Die Anklage gegen Klette umfasst laut einer Sprecherin des Landgerichts Verden mehr als 600 Seiten. Für den ersten Prozesstag ist die Verlesung des Anklagesatzes vorgesehen. Überdies hat Klettes Verteidiger Lukas Theune eine kurze Erklärung seiner Mandantin angekündigt. Daniela Klette blicke "kämpferisch" auf das Verfahren, sagte Theune vorab der Deutschen Presse-Agentur (dpa). Die Verteidigung fordert ein faires Verfahren. "Frau Klette soll nicht besser oder schlechter gestellt werden als irgendeine andere angeklagte Person", sage der Anwalt.

Was ist mit den Vorwürfen gegen Klette in Zusammenhang mit RAF-Anschlägen?

Seit März 2024 gilt auch ein Haftbefehl der Bundesanwaltschaft in Karlsruhe gegen Klette. Ihr wird versuchter Mord in zwei Fällen sowie versuchte und vollendete Sprengstoffexplosion in Mittäterschaft bei drei RAF-Anschlägen vorgeworfen. Diese sollen sich in der Zeit von Februar 1990 bis März 1993 ereignet haben. Konkret sollen RAF-Mitglieder versucht haben, in einem Gebäude der Deutschen Bank in Eschborn bei Frankfurt eine Explosion auszulösen. Des Weiteren geht es um Schüsse auf die US-amerikanische Botschaft in Bonn-Bad Godesberg sowie einen Sprengstoffanschlag gegen die noch unbelegte Justizvollzugsanstalt Weiterstadt.

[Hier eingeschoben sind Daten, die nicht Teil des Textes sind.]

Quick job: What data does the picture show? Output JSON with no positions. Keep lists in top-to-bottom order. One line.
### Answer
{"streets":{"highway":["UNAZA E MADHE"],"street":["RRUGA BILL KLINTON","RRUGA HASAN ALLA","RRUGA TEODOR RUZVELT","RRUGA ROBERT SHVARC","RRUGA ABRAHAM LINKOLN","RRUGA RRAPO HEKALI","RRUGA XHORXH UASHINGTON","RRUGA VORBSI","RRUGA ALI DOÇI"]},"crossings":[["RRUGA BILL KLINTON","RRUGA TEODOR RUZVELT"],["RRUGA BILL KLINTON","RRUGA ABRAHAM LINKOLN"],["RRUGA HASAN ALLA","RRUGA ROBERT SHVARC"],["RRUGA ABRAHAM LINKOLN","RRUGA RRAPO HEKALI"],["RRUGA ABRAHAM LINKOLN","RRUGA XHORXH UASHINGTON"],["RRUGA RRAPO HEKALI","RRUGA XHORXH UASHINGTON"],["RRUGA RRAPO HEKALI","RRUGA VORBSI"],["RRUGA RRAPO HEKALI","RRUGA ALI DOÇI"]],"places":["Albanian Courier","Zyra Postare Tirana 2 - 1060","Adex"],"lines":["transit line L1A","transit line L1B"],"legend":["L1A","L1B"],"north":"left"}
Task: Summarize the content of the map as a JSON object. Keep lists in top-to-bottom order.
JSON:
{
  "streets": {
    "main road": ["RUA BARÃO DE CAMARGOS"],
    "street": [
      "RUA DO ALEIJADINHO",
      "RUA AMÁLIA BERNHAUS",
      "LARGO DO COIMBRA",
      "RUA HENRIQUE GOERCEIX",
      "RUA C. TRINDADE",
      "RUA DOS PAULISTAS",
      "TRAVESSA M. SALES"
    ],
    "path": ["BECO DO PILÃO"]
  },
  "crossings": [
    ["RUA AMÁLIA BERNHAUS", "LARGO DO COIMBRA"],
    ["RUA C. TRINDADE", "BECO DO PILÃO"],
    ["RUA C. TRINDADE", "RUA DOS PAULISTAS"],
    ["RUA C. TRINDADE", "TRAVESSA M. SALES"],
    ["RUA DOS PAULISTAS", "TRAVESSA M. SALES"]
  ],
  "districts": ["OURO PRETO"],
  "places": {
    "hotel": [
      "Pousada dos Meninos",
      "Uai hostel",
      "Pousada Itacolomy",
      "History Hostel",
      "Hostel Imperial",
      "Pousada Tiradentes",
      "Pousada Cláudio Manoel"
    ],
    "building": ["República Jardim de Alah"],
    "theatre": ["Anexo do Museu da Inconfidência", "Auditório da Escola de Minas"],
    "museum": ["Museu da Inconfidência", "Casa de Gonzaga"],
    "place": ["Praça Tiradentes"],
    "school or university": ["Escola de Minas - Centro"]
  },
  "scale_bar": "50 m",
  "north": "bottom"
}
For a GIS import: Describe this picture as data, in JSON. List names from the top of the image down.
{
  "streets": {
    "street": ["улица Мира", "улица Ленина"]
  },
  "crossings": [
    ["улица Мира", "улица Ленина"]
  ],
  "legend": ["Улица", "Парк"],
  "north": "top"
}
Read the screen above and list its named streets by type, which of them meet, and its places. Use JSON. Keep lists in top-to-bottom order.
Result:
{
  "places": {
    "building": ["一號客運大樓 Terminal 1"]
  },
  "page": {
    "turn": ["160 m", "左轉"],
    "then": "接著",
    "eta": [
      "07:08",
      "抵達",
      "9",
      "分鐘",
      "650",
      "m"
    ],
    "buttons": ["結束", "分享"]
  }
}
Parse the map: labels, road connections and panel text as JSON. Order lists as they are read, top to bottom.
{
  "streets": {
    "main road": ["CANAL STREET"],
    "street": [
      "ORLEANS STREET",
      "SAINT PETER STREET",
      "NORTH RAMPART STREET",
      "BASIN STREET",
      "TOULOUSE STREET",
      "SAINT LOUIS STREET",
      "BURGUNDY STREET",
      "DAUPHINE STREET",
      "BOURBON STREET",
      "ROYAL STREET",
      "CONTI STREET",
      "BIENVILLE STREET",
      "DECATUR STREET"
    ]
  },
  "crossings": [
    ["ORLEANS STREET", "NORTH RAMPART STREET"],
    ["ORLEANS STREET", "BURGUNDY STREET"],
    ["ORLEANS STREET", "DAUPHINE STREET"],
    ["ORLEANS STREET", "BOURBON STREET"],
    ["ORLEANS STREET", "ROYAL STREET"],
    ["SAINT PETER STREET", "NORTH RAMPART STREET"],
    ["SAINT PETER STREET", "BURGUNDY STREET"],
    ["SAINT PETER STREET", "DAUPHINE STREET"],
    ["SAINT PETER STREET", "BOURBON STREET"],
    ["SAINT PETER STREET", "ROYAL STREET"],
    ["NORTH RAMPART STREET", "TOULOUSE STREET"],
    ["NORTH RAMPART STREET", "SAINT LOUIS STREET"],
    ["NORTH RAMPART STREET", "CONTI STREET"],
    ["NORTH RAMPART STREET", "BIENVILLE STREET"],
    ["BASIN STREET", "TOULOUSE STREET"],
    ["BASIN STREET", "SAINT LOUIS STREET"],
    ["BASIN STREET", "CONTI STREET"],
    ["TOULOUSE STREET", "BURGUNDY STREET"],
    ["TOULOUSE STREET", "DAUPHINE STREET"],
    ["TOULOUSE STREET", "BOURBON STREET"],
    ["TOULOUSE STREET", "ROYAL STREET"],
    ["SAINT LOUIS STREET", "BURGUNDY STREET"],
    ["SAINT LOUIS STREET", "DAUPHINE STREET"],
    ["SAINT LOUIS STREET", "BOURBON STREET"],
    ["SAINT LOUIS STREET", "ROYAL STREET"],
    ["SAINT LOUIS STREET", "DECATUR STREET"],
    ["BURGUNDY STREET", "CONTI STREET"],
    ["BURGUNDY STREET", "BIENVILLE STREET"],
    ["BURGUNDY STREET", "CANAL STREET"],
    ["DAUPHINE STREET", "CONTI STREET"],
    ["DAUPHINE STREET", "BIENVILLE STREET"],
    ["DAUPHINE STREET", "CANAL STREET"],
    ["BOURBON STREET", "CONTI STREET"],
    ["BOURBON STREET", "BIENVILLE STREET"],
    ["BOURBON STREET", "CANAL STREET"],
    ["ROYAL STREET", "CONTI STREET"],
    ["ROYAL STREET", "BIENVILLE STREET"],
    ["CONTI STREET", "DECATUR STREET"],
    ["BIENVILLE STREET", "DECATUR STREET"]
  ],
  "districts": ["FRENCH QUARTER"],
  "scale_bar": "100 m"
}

Es könnte also noch eine weitere Anklage und einen weiteren Gerichtsprozess gegen Klette geben unabhängig von dem Verfahren um die Raubserie. Die Mitgliedschaft in der terroristischen RAF an sich ist laut Bundesanwaltschaft inzwischen verjährt. (dpa/ bearbeitet durch lc)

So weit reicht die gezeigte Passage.